In the current economic slump, generic versions of branded drugs have become a bigger thorn in innovators’ sides than before. To safeguard their profits for just a bit longer, many companies have paid generic-drug manufacturers to delay the introduction of their products to the market. US and European authorities have called these arrangements anticompetitive, though, and events on Capitol Hill last week indicate that they might not be tolerated much longer.

Jon Leibowitz, chairman of the Federal Trade Commission (FTC), testified to a US House of Representatives subcommittee last Tuesday that pay-for-delay settlements were on the rise. During the first nine months of fiscal 2010, companies entered into 21 suspect patent-litigation settlements—more than the total for the entire previous fiscal year. Every FTC commissioner since the Clinton administration has opposed these settlements, and ending them is one of FTC’s top priorities, Leibowitz said.

Some lawmakers seem to be siding with Leibowitz, too. Two days after his testimony, the US Senate Appropriations Committee voted to pass the Preserve Access to Affordable Generic Drugs Act, which would restrict pay-for-delay settlements. The act would presume such settlements to be illegal and anticompetitive unless companies proved to FTC that they did not restrict competition. Previous attempts to pass similar bills have failed, however, and it remains to be seen whether a ban on pay-for-delay settlements will become law.

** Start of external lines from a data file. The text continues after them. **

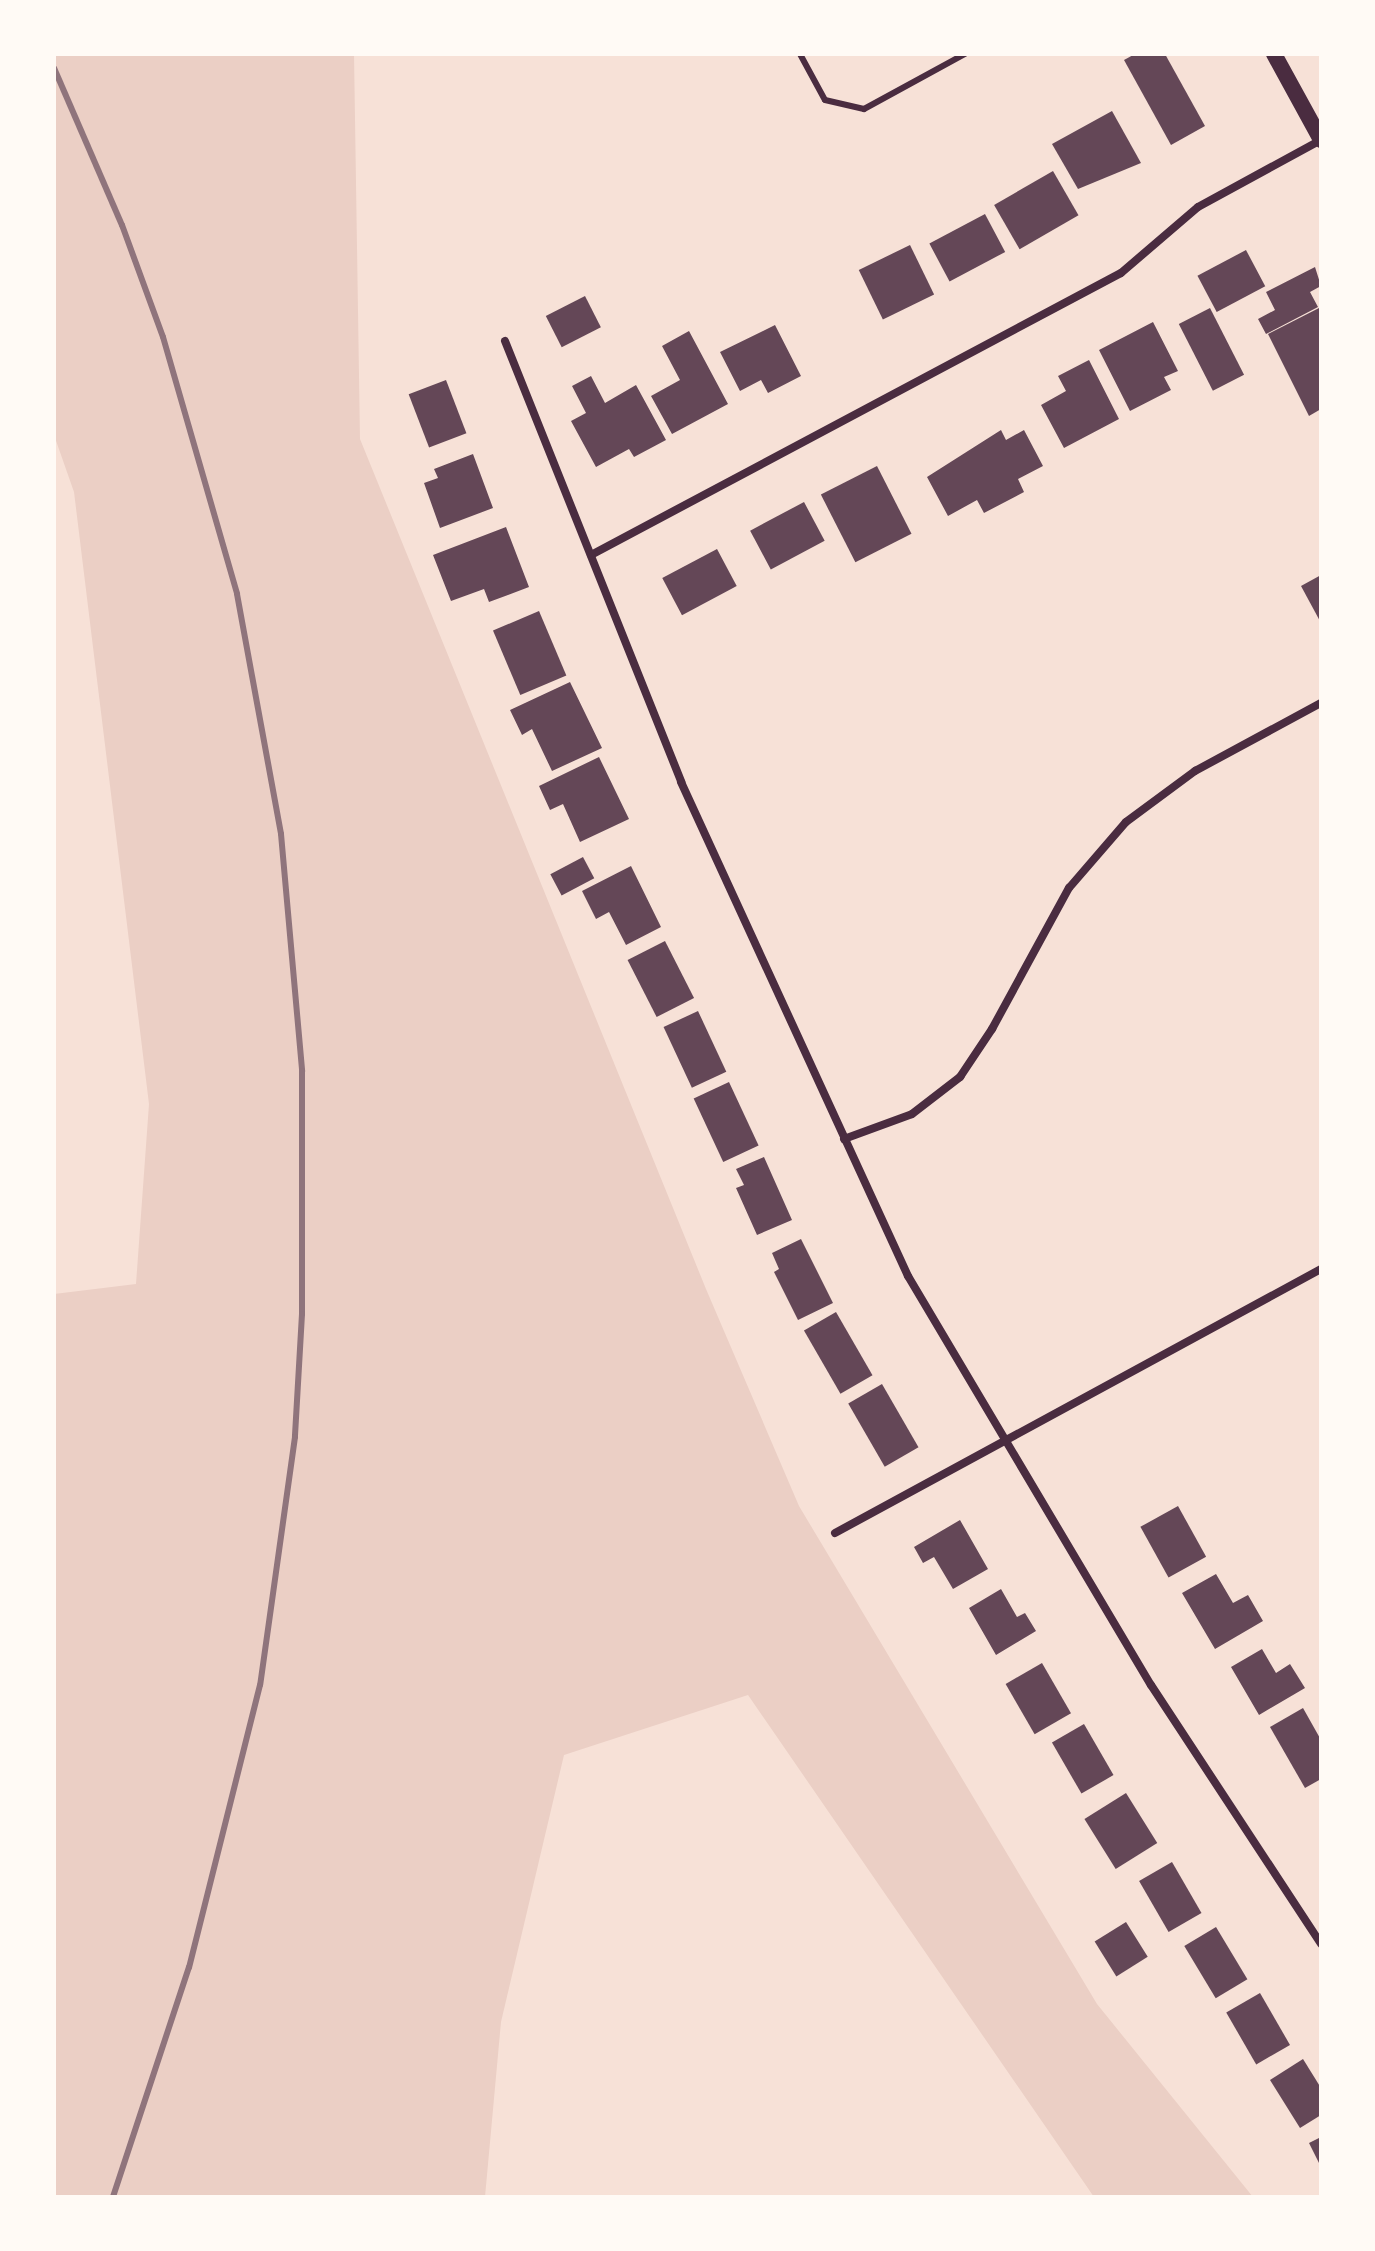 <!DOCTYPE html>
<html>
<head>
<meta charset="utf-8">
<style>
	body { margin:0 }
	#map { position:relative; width:1375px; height:2251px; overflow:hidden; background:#f7e1d7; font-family:"PT Sans Narrow",sans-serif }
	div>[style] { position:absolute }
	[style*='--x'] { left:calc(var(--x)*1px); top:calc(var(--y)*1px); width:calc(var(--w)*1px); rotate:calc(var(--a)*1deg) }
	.green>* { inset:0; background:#ebcfc5 }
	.building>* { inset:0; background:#644757; transform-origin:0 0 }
	.service>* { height:6px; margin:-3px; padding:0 3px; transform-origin:3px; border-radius:3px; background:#4a2c40 }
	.minor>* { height:8px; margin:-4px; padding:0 4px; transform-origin:4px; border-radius:4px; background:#4a2c40 }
	.secondary>* { height:16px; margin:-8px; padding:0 8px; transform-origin:8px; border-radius:8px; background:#4a2c40 }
	.rail>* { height:6px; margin:-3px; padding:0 3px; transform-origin:3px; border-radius:3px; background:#8f747c }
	span { translate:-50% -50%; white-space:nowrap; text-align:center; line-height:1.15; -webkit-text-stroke:6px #fffaf5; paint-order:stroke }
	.frame { position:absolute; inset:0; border:56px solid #fffaf5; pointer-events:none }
</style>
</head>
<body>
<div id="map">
	<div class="green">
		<i style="clip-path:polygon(54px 54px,354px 54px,360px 439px,706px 1289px,799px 1506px,1097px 2004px,1253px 2197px,1094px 2197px,748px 1695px,564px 1755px,501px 2022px,485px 2197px,54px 2197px,54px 1294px,136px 1284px,149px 1104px,74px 492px,54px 435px)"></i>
	</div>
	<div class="building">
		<i style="clip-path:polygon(1135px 54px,1165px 54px,1205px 126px,1171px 145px,1124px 60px)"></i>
		<i style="clip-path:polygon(1112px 111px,1141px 163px,1078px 189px,1052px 144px)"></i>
		<i style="left:1053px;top:171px;width:51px;height:68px;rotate:60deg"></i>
		<i style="left:985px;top:214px;width:43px;height:63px;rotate:62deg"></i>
		<i style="left:910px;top:245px;width:55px;height:57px;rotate:64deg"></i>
		<i style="left:1246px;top:250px;width:41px;height:55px;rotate:62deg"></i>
		<i style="clip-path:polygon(1315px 267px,1321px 286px,1310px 292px,1318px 307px,1266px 334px,1258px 319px,1275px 310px,1266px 292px)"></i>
		<i style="left:585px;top:296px;width:35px;height:44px;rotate:63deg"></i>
		<i style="left:1210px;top:308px;width:75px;height:35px;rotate:63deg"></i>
		<i style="clip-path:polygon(1319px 308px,1321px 409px,1309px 416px,1268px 334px)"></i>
		<i style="clip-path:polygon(1153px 322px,1178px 371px,1164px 377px,1171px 390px,1130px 411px,1099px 350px)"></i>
		<i style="clip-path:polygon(775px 325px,801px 376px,768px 393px,761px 380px,740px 391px,720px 352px)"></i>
		<i style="clip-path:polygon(689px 331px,728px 404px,672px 434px,651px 396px,680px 380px,662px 346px)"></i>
		<i style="clip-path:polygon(1089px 360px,1119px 419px,1064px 448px,1041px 405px,1066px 391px,1058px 376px)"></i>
		<i style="clip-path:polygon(591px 376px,605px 403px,636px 385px,666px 440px,634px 457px,629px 449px,596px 467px,571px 421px,586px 413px,572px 386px)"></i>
		<i style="left:446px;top:380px;width:57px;height:40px;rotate:69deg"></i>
		<i style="clip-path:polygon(1001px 430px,1006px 440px,1024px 430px,1043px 466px,1018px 479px,1024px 492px,984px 513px,977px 500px,948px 516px,927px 477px)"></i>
		<i style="clip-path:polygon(473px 454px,493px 508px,440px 528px,424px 483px,438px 478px,434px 469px)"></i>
		<i style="left:877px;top:466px;width:76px;height:63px;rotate:63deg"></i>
		<i style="left:804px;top:502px;width:44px;height:61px;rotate:62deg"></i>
		<i style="clip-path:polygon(506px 527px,529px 587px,489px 602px,484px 589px,451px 601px,433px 555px)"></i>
		<i style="left:717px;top:549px;width:42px;height:62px;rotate:62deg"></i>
		<i style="clip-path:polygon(1321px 575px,1321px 623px,1301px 586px)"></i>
		<i style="left:539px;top:611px;width:70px;height:50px;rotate:67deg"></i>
		<i style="clip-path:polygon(570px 682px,602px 748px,552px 771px,532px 729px,522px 735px,510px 710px)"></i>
		<i style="clip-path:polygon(599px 757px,629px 819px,580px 842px,563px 804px,550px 810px,539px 786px)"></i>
		<i style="left:583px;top:857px;width:24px;height:37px;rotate:62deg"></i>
		<i style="clip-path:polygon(631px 866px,661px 927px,626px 945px,609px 912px,596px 919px,582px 891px)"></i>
		<i style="left:665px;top:941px;width:64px;height:42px;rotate:63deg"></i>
		<i style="left:698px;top:1011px;width:67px;height:38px;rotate:65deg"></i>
		<i style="left:729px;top:1082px;width:70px;height:39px;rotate:65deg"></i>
		<i style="clip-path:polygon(764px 1157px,792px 1220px,757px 1235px,736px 1188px,744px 1185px,736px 1169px)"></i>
		<i style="clip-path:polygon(801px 1239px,833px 1303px,798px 1320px,774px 1272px,779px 1269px,772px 1253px)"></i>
		<i style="left:836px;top:1312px;width:73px;height:37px;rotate:60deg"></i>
		<i style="left:882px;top:1384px;width:73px;height:39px;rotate:60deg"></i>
		<i style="left:1178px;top:1506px;width:58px;height:43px;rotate:61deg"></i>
		<i style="clip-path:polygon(960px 1520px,988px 1569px,953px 1589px,934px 1557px,923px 1563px,914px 1547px)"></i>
		<i style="clip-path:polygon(1216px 1574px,1233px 1603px,1248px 1595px,1263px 1621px,1215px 1649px,1182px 1593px)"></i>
		<i style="clip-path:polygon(1001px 1589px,1017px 1617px,1025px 1613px,1036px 1631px,996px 1655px,969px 1608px)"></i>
		<i style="clip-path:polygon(1262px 1649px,1276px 1673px,1290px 1664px,1305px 1688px,1259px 1715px,1231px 1667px)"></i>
		<i style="left:1042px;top:1663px;width:58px;height:42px;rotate:60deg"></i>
		<i style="clip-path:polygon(1303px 1708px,1321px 1740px,1321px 1779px,1305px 1788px,1270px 1727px)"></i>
		<i style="left:1084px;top:1724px;width:59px;height:37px;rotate:60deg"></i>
		<i style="left:1126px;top:1793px;width:59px;height:49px;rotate:58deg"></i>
		<i style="left:1172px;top:1862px;width:59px;height:38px;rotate:60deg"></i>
		<i style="left:1126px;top:1922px;width:41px;height:37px;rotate:58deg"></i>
		<i style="left:1216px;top:1927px;width:61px;height:37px;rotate:59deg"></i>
		<i style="left:1260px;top:1993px;width:60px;height:39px;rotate:60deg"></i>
		<i style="clip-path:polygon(1303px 2059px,1321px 2088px,1321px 2115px,1300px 2128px,1270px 2080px)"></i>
		<i style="clip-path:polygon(1321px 2137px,1321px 2167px,1309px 2143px)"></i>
	</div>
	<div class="service">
		<i style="--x:800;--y:54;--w:52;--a:61.5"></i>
		<i style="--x:825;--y:100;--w:40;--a:13"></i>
		<i style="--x:864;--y:109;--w:115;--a:-28.6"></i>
	</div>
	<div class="minor">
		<i style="--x:505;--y:341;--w:475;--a:68.2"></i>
		<i style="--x:681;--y:782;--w:544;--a:65.32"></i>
		<i style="--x:908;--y:1276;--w:476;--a:59.3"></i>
		<i style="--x:1151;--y:1685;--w:310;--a:56.7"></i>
		<i style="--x:591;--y:555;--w:600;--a:-28.02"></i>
		<i style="--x:1121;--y:273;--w:101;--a:-40.6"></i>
		<i style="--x:1198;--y:207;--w:140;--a:-28.6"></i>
		<i style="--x:844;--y:1139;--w:72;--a:-20.2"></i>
		<i style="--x:912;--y:1114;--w:61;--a:-37.6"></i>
		<i style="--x:960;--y:1077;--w:58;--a:-56.3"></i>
		<i style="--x:992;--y:1029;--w:161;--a:-61.4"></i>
		<i style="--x:1069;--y:888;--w:87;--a:-49.2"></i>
		<i style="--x:1126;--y:822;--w:86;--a:-36.5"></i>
		<i style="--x:1195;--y:771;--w:143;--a:-28.4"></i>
		<i style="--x:835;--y:1533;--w:553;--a:-28.51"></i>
	</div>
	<div class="secondary">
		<i style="--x:1274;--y:54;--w:98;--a:61.3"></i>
	</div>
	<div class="rail">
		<i style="--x:54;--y:68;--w:171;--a:66.6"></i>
		<i style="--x:122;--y:225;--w:119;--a:69.9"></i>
		<i style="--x:163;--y:337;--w:267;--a:73.9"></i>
		<i style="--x:237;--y:594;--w:244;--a:79.6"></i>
		<i style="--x:281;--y:834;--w:238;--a:84.9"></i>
		<i style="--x:302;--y:1071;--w:243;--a:90"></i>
		<i style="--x:302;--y:1314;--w:123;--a:93.3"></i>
		<i style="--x:295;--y:1437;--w:250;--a:98"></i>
		<i style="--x:260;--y:1685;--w:291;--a:104.1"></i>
		<i style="--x:189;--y:1967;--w:242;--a:108.3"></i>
	</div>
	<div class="frame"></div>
</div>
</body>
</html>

But at least one drugmaker is attempting to break its dependence on patents, thus softening the blow of generic competition. Chris Viehbacher, CEO of sanofi-aventis (Paris) told the Associated Press last week that his company will move away from blockbuster drugs and instead focus on smaller patient groups, emerging markets, consumer-health products, and even generic drugs. Viehbacher’s strategy reflects the industry’s increasing interest in niche products, orphan drugs, and the developing world.

If sanofi-aventis can remain profitable with its new focus, it could point the way forward for the rest of the industry. In the absence of strong pipelines, Viehbacher’s ideas could help keep pharmaceutical companies healthy without unduly reducing patients’ options by stifling competition from generic drugs. For the sake of consumers and the drug industry as a whole, let’s wish him success.